Sender: "Linux-nvme" <linux-nvme-bounces@lists.infradead.org>
Errors-To: linux-nvme-bounces+linux-nvme=archiver.kernel.org@lists.infradead.org


>> Hey Mike,
>>
>>>> The point is: blk_path_error() has nothing to do with NVMe errors.
>>>> This is dm-multipath logic stuck in the middle of the NVMe error
>>>> handling code.
>>>
>>> No, it is a means to have multiple subsystems (to this point both SCSI
>>> and NVMe) doing the correct thing when translating subsystem specific
>>> error codes to BLK_STS codes.
>>
>> Not exactly, don't find any use of this in scsi. The purpose is to make
>> sure that nvme and dm speak the same language.
> 
> SCSI doesn't need to do additional work to train a multipath layer
> because dm-multipath _is_ SCSI's multipathing in Linux.

Agree.

> So ensuring SCSI properly classifies its error codes happens as a
> side-effect of ensuring continued multipath functionality.
> 
> Hannes introduced all these differentiated error codes in block core
> because of SCSI.  NVMe is meant to build on the infrastructure that was
> established.

Yes, exactly my point. blk_path_error is designed to make nvme and 
dm-multipath speak the same language.

>>> If you, or others you name drop below, understood the point we wouldn't
>>> be having this conversation.  You'd accept the point of blk_path_error()
>>> to be valid and required codification of what constitutes a retryable
>>> path error for the Linux block layer.
>>
>> This incident is a case where the specific nvme status was designed
>> to retry on the same path respecting the controller retry delay.
>> And because nvme used blk_path_error at the time it caused us to use a
>> non-retryable status to get around that. Granted, no one had
>> dm-multipath in mind.
>>
>> So in a sense, there is consensus on changing patch 35038bffa87da
>> _because_ nvme no longer uses blk_path_error. Otherwise it would break.
> 
> "break" meaning it would do failover instead of the more optimal local
> retry to the same controller.
> 
> I see.  Wish the header for commit 35038bffa87da touched on this even a
> little bit ;)

I think it did, but maybe didn't put too much emphasis on it.

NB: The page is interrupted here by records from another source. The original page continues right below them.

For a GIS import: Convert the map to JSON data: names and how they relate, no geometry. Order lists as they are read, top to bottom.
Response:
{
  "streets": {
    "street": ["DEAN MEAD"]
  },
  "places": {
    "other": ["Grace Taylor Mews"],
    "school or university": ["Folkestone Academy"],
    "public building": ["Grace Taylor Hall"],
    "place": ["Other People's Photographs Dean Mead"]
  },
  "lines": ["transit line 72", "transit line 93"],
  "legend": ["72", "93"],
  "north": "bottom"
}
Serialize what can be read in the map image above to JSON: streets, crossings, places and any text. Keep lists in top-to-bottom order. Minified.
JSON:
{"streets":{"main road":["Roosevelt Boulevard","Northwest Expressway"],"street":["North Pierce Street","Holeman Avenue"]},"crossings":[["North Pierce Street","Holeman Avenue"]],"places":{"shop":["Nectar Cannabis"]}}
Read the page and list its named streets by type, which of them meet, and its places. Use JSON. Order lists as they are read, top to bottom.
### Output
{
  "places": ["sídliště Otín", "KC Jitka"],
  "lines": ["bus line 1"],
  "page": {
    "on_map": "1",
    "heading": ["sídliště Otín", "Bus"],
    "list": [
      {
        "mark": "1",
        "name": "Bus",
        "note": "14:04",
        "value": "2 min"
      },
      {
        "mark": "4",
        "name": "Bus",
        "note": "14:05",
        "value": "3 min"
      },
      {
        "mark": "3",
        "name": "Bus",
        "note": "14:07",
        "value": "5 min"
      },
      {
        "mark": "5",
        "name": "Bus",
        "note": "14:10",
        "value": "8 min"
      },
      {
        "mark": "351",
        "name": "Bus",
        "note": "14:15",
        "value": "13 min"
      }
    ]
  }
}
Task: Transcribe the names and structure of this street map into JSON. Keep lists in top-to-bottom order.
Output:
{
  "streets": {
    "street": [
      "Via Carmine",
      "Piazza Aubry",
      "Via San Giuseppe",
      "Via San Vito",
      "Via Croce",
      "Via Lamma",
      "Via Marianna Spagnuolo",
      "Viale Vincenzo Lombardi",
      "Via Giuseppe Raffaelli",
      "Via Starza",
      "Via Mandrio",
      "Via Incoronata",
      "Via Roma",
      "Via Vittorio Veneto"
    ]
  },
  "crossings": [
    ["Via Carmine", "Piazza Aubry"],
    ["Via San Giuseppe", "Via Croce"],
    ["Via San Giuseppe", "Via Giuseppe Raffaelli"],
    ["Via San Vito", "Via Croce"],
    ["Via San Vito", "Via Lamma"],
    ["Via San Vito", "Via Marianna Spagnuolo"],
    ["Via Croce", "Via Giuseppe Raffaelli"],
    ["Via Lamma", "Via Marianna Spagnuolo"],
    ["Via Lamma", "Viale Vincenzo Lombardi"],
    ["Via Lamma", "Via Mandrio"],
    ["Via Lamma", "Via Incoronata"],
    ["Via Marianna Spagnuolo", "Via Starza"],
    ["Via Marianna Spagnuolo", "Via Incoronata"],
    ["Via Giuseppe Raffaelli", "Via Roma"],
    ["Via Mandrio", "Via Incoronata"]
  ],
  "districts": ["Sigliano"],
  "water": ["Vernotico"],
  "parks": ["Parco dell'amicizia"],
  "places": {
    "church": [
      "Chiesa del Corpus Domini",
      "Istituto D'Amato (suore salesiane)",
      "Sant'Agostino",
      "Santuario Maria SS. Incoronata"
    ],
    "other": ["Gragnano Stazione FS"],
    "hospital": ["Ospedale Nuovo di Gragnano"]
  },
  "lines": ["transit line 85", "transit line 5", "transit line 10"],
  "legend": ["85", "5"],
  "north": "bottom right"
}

> But AFAICT the patch I provided doesn't compromise proper local retry --
> as long as we first fix nvme_error_status() to return a retryable
> BLK_STS for NVME_SC_CMD_INTERRUPTED -- which I assumed as a prereq.
> 
> Think of blk_path_error() as a more coarse-grained "is this retryable or
> a hard failure?" check.  So for NVME_SC_CMD_INTERRUPTED,
> nvme_error_status() _should_ respond with something retryable (I'd
> prefer BLK_STS_RESOURCE to be honest).

But blk_path_error semantically mean "is this a pathing error", or at
least that what its name suggest.

> And then nvme_failover_req() is finer-grained; by returning false it now
> allows short-circuiting failover and reverting back to NVMe's normal
> controller based error recovery -- which it does for
> NVME_SC_CMD_INTERRUPTED due to "default" case in nvme_failover_req().
> 
> And then the previous nvme_error_status() classification of retryable
> BLK_STS obviously never gets returned up the IO stack; it gets thrown
> away.

I see what you are saying. The issue is that the code becomes
convoluted (it's a pathing error, oh wait, no its not a pathing error).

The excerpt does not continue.